Interfax: Navalny may be subject to planned amnesty – Human Rights Council head

Alexei Navalny file photo

(Interfax – October 16, 2013) Prominent opposition activist and anti-corruption campaigner Alexei Navalny, whom the Kirov Regional Court gave a five-year suspended prison sentence on Wednesday for embezzlement of assets belonging to the state-run timber company Kirovles, may be subject to the amnesty that the State Duma is expected to announce soon, Russian Presidential Human Rights Council head Mikhail Fedotov said.

“Judging by the sentence, he has committed a nonviolent crime that did not entail grave and irreversible consequences, and so he may be subject to amnesty,” he said.

“Amnesty is a non-individualized act, and it is applied to categories of convicts rather than to individuals.
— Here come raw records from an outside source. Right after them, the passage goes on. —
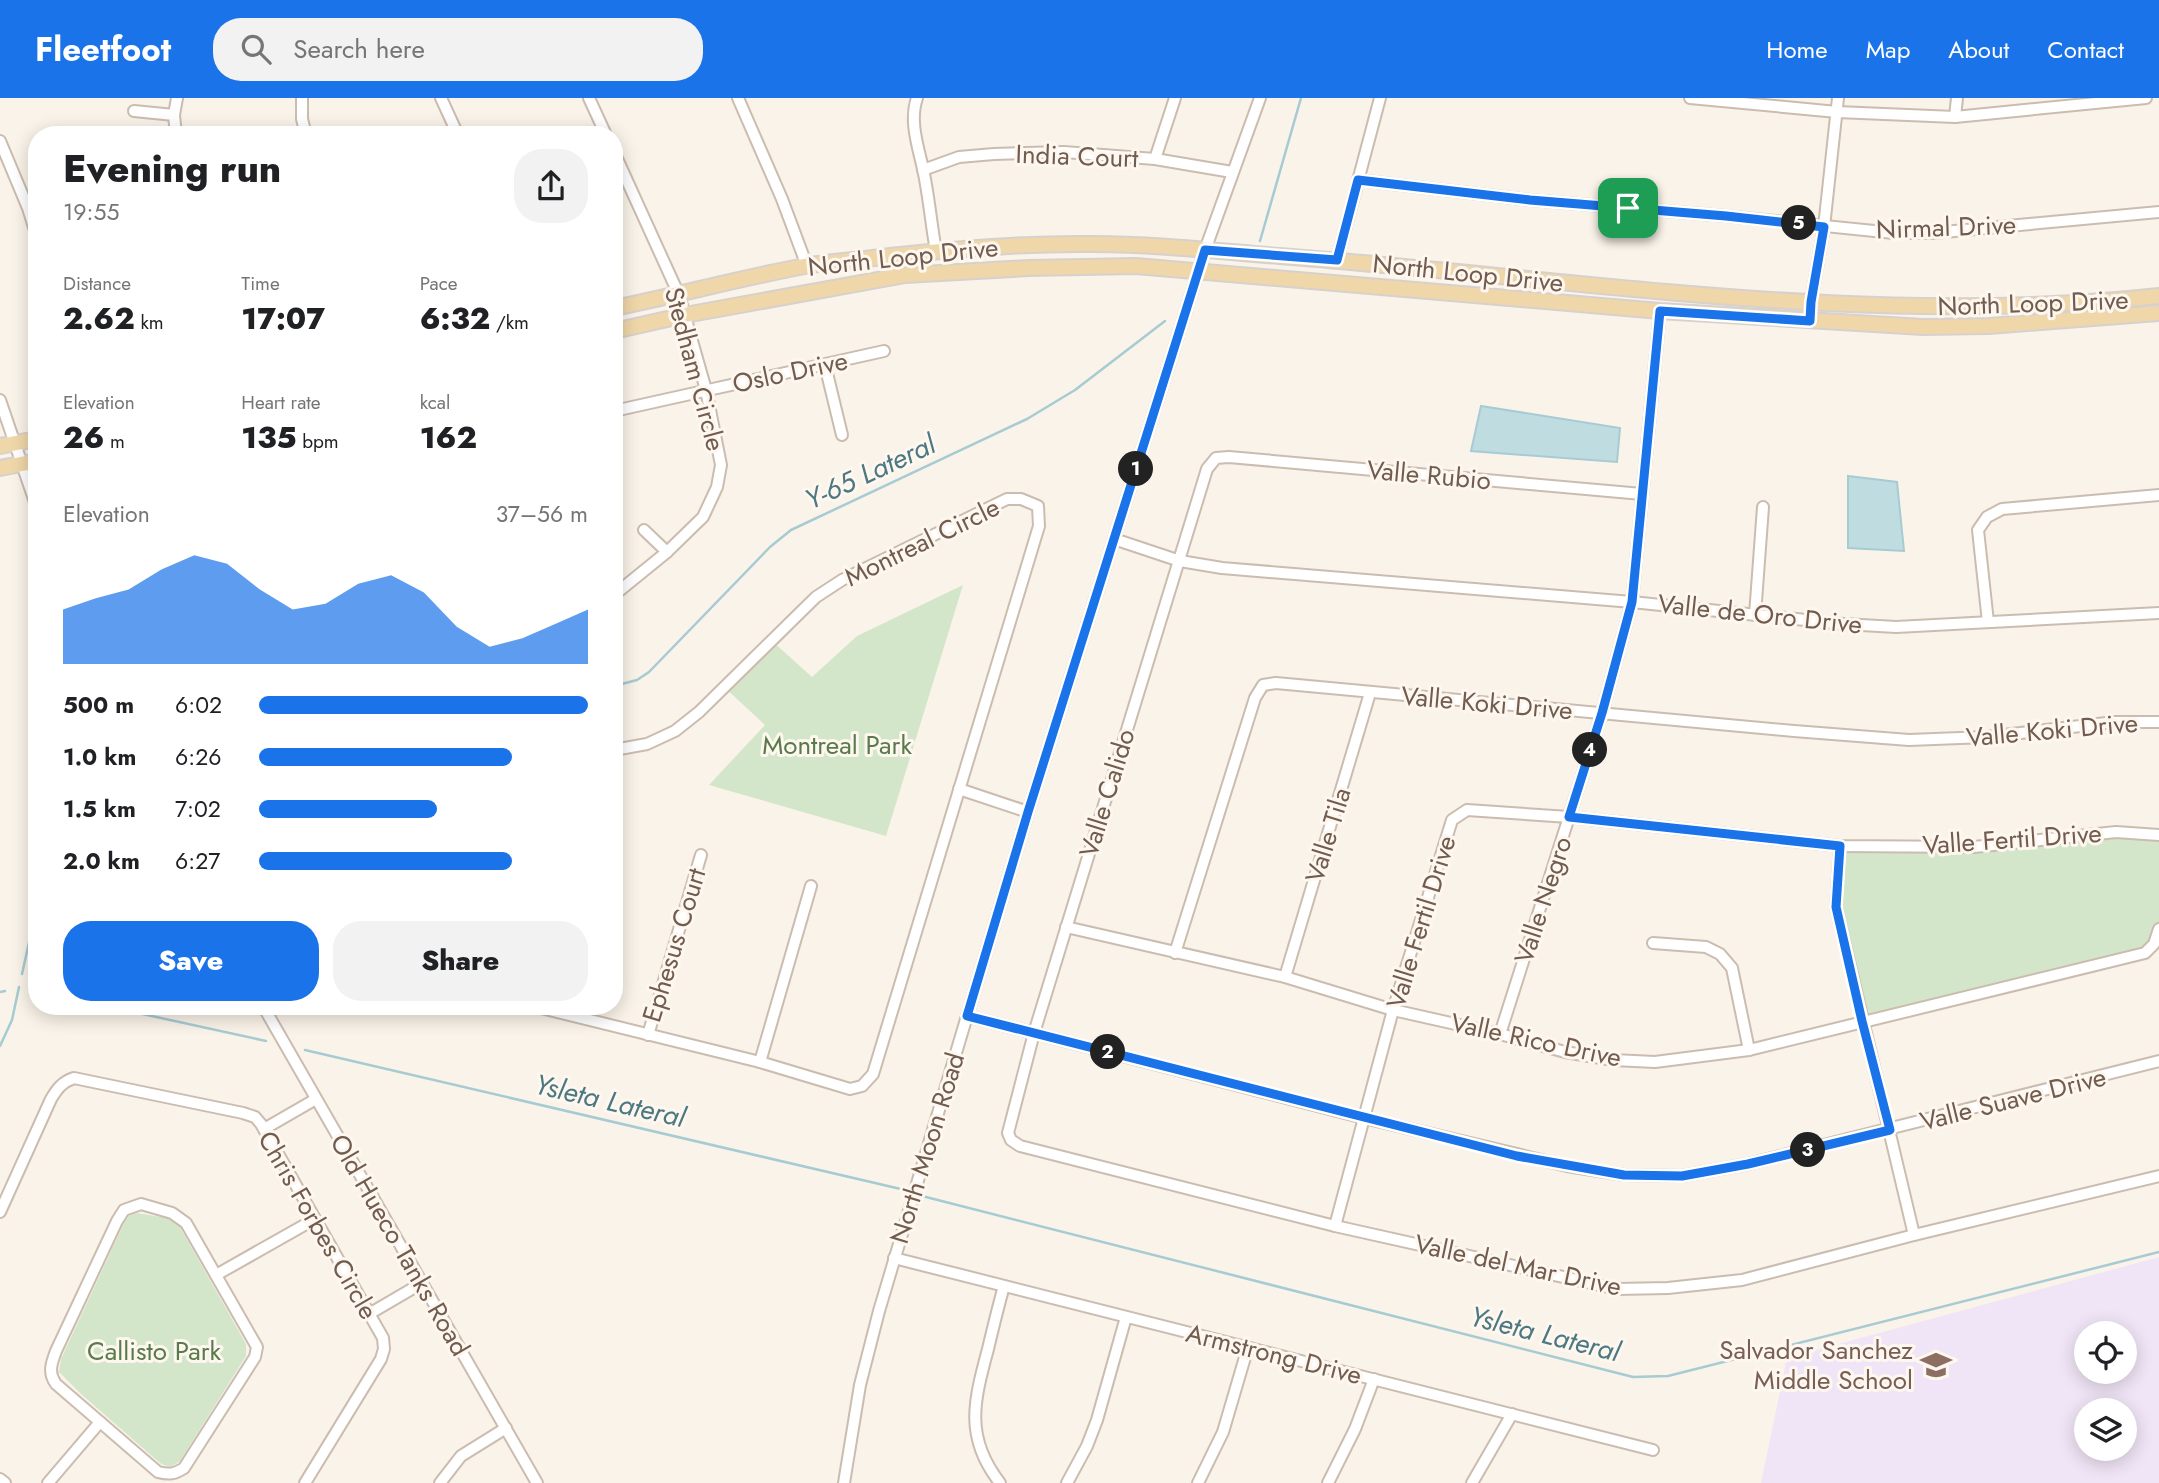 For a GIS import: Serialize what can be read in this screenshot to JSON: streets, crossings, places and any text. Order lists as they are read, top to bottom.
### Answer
{
  "streets": {
    "main road": ["North Loop Drive"],
    "street": [
      "India Court",
      "Nirmal Drive",
      "Stedham Circle",
      "Oslo Drive",
      "Valle Rubio",
      "Montreal Circle",
      "Valle de Oro Drive",
      "Valle Koki Drive",
      "Valle Calido",
      "Valle Tila",
      "Valle Fertil Drive",
      "Valle Negro",
      "Ephesus Court",
      "Valle Rico Drive",
      "Valle Suave Drive",
      "North Moon Road",
      "Chris Forbes Circle",
      "Old Hueco Tanks Road",
      "Valle del Mar Drive",
      "Armstrong Drive"
    ]
  },
  "crossings": [
    ["India Court", "North Moon Road"],
    ["North Loop Drive", "Stedham Circle"],
    ["North Loop Drive", "Valle Negro"],
    ["North Loop Drive", "North Moon Road"],
    ["Stedham Circle", "Oslo Drive"],
    ["Valle Rubio", "Valle Calido"],
    ["Valle Rubio", "Valle Negro"],
    ["Montreal Circle", "Ephesus Court"],
    ["Valle de Oro Drive", "Valle Calido"],
    ["Valle de Oro Drive", "Valle Negro"],
    ["Valle de Oro Drive", "North Moon Road"],
    ["Valle Koki Drive", "Valle Tila"],
    ["Valle Koki Drive", "Valle Negro"],
    ["Valle Koki Drive", "Valle Rico Drive"],
    ["Valle Calido", "Valle Rico Drive"],
    ["Valle Calido", "Valle Suave Drive"],
    ["Valle Calido", "Valle del Mar Drive"],
    ["Valle Tila", "Valle Rico Drive"],
    ["Valle Fertil Drive", "Valle Negro"],
    ["Valle Fertil Drive", "Valle Rico Drive"],
    ["Valle Fertil Drive", "Valle Suave Drive"],
    ["Valle Fertil Drive", "Valle del Mar Drive"],
    ["Valle Negro", "Valle Rico Drive"],
    ["Valle Suave Drive", "North Moon Road"],
    ["North Moon Road", "Armstrong Drive"]
  ],
  "water": ["Y-65 Lateral", "Ysleta Lateral"],
  "parks": ["Montreal Park", "Callisto Park"],
  "places": {
    "school or university": ["Salvador Sanchez Middle School"]
  },
  "page": {
    "header": "Fleetfoot",
    "search": "Search here",
    "nav": [
      "Home",
      "Map",
      "About",
      "Contact"
    ],
    "heading": ["Evening run", "19:55"],
    "pins": [
      "5",
      "1",
      "4",
      "2",
      "3"
    ],
    "stats": [
      ["Distance", "2.62 km"],
      ["Time", "17:07"],
      ["Pace", "6:32 /km"],
      ["Elevation", "26 m"],
      ["Heart rate", "135 bpm"],
      ["kcal", "162"]
    ],
    "chart": ["Elevation", "37–56 m"],
    "list": [
      {
        "name": "500 m",
        "note": "6:02"
      },
      {
        "name": "1.0 km",
        "note": "6:26"
      },
      {
        "name": "1.5 km",
        "note": "7:02"
      },
      {
        "name": "2.0 km",
        "note": "6:27"
      }
    ],
    "buttons": ["Save", "Share"]
  }
} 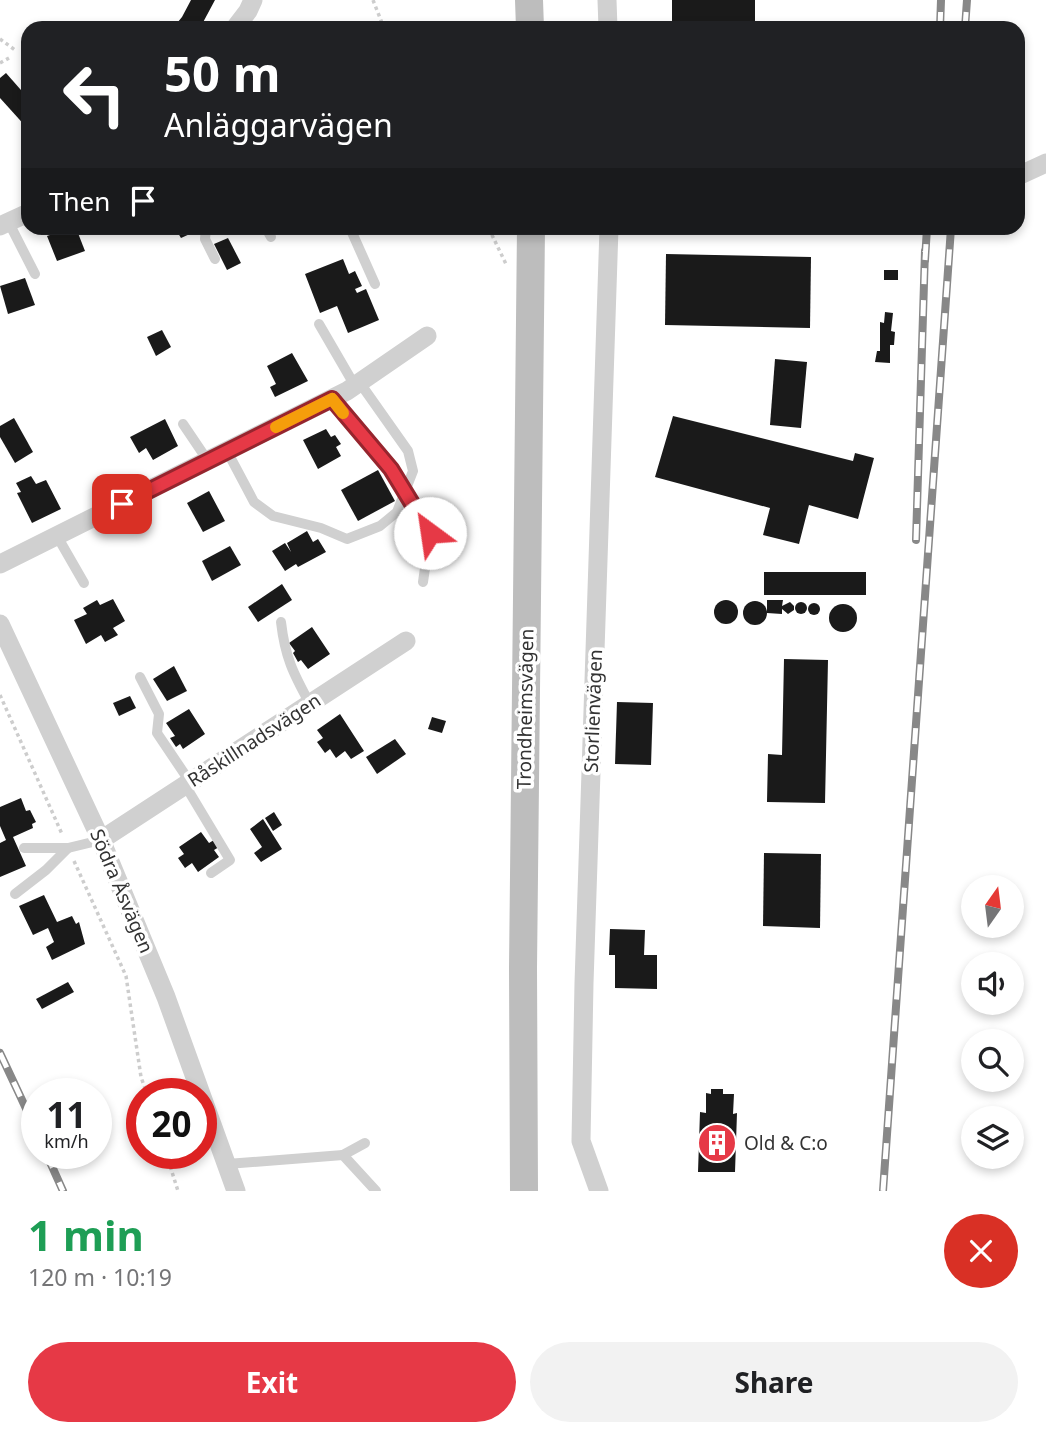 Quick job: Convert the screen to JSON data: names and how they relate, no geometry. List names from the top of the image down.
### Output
{
  "streets": {
    "main road": ["Trondheimsvägen"],
    "street": ["Storlienvägen", "Råskillnadsvägen", "Södra Åsvägen"]
  },
  "crossings": [
    ["Råskillnadsvägen", "Södra Åsvägen"]
  ],
  "places": {
    "building": ["Old & C:o"]
  },
  "north": "top",
  "page": {
    "turn": ["50 m", "Anläggarvägen"],
    "then": "Then",
    "speed": "11 km/h",
    "limit": "20",
    "heading": ["1 min", "120 m · 10:19"],
    "buttons": ["Exit", "Share"]
  }
} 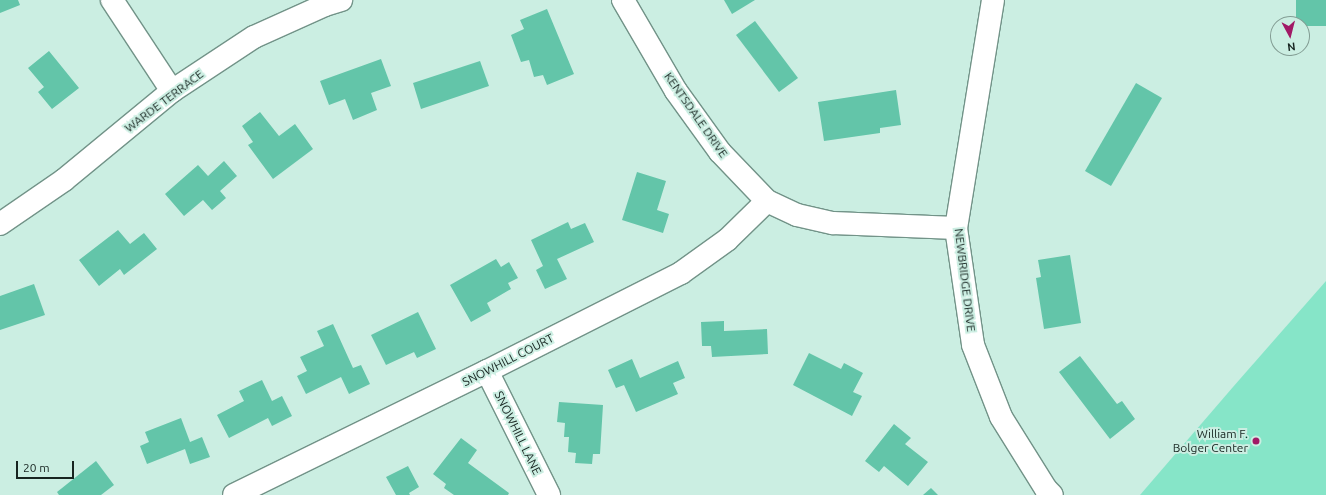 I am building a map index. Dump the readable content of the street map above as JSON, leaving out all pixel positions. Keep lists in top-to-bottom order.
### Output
{
  "streets": {
    "street": [
      "WARDE TERRACE",
      "KENTSDALE DRIVE",
      "NEWBRIDGE DRIVE",
      "SNOWHILL COURT",
      "SNOWHILL LANE"
    ]
  },
  "crossings": [
    ["KENTSDALE DRIVE", "NEWBRIDGE DRIVE"],
    ["KENTSDALE DRIVE", "SNOWHILL COURT"],
    ["SNOWHILL COURT", "SNOWHILL LANE"]
  ],
  "places": ["William F. Bolger Center"],
  "scale_bar": "20 m",
  "north": "bottom"
} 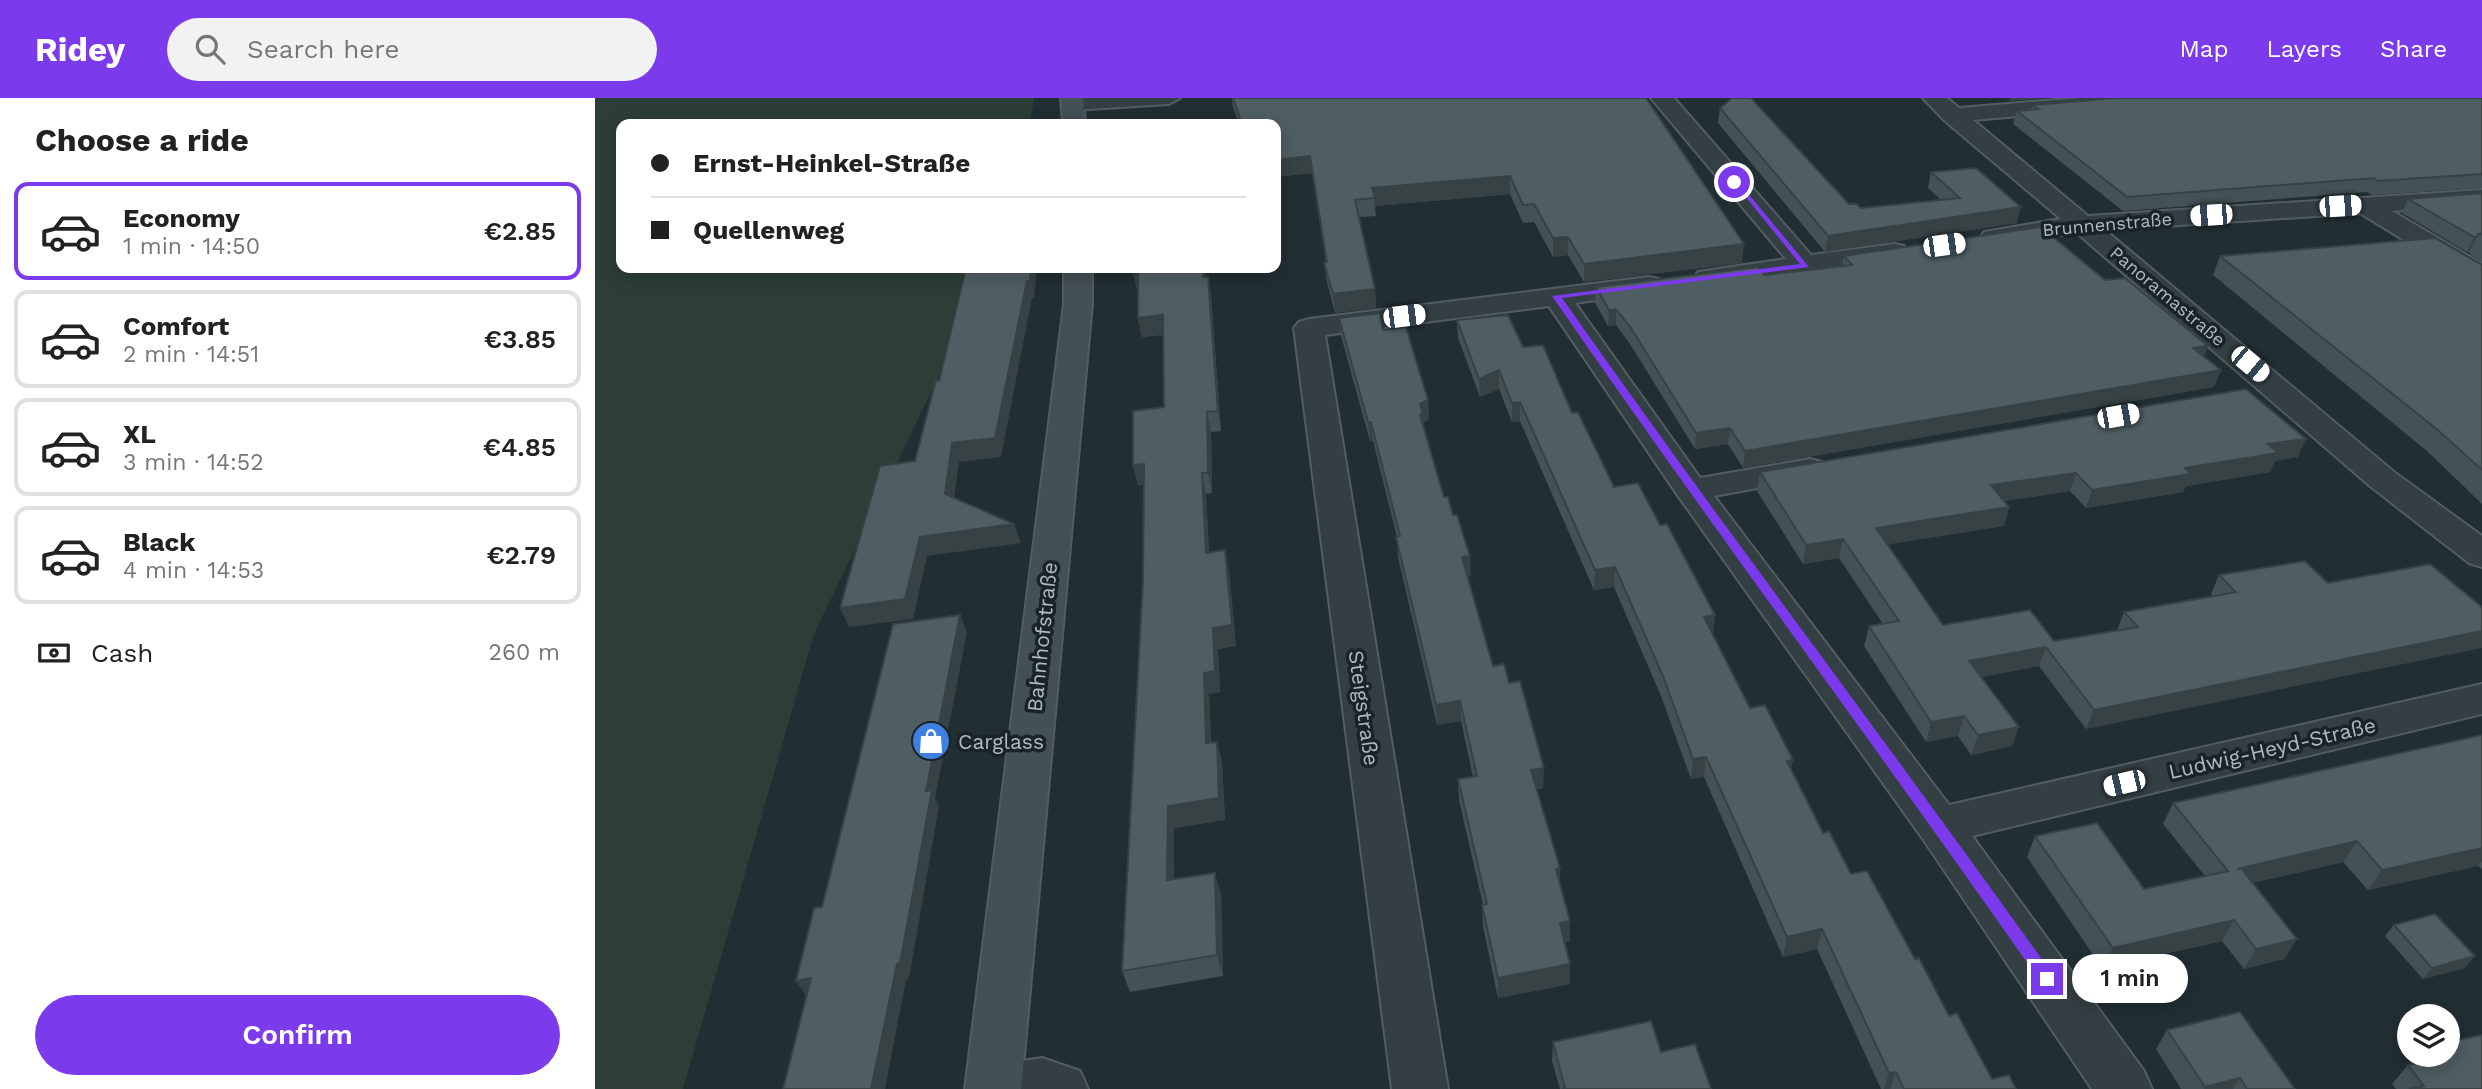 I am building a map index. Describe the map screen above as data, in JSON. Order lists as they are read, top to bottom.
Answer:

But the crime of which Navalny and [Pyotr] Ofitserov have been found guilty falls into this category,” he said.

The Human Rights Council forwarded proposals to the president on Tuesday on a draft amnesty bill that the Duma is supposed to announce to mark the 20th anniversary of the constitution.

President Vladimir Putin earlier asked the Human Rights Council to draw up such proposals.

The Human Rights Council suggested earlier that the amnesty could be applied to the defendants and convicts in the case dealing with the events during an opposition rally on Bolotnaya Square in Moscow on May 6, 2012, the people figuring in the so-called Yukos case, and a large number of those convicted for nonviolent crimes that did not entail grave consequences.